▶ Exercise objective: In the data below, which lines hold the word "Passatge"? Copy them.
(Excerpted records begins)
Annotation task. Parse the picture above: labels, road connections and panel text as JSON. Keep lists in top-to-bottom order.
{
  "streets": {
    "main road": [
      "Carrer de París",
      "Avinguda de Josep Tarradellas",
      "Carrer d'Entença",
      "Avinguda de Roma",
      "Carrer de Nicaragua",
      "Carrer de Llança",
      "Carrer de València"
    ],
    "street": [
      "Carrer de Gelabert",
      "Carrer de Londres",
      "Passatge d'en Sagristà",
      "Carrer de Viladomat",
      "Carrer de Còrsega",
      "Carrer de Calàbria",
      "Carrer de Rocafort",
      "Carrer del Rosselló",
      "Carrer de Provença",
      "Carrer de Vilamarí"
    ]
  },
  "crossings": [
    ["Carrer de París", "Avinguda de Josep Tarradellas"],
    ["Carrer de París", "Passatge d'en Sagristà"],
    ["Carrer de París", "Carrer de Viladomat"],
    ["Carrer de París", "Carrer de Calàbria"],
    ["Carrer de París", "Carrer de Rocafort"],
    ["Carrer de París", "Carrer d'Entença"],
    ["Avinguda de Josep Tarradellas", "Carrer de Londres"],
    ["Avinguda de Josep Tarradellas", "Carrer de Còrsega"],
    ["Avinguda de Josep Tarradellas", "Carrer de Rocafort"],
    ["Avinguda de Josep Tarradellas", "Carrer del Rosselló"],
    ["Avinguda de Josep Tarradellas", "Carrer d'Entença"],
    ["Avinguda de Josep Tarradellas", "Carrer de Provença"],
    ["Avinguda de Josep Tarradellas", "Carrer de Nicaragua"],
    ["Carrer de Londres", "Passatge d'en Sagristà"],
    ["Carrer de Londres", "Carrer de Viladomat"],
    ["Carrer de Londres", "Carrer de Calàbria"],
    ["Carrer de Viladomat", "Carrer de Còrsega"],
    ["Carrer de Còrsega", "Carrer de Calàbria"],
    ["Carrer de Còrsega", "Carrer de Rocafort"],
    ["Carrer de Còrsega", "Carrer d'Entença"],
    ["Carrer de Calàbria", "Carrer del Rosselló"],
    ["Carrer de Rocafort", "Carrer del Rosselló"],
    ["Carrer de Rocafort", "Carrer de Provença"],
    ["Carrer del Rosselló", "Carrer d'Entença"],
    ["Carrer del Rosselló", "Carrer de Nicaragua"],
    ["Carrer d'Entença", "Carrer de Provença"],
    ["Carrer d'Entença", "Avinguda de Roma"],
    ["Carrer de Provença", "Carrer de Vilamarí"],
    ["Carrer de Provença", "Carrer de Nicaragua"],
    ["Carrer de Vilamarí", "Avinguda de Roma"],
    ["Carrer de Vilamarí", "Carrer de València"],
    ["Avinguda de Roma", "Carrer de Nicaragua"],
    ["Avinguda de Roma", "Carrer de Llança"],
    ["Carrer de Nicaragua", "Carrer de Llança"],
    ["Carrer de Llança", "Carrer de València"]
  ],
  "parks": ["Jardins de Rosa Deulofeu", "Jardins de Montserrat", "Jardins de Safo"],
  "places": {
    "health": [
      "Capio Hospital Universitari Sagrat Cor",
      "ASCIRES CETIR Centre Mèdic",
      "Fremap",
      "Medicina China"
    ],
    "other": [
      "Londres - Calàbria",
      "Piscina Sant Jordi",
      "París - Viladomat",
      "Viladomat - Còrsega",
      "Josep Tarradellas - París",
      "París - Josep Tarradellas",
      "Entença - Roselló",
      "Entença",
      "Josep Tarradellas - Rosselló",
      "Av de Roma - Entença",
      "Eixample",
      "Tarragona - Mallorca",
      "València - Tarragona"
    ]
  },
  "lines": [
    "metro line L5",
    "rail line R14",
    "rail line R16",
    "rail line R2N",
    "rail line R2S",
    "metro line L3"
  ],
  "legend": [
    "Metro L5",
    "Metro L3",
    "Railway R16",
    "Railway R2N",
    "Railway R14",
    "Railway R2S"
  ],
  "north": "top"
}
(Excerpted records ends)
▶ Finished exercise:
      "Passatge d'en Sagristà",
    ["Carrer de París", "Passatge d'en Sagristà"],
    ["Carrer de Londres", "Passatge d'en Sagristà"],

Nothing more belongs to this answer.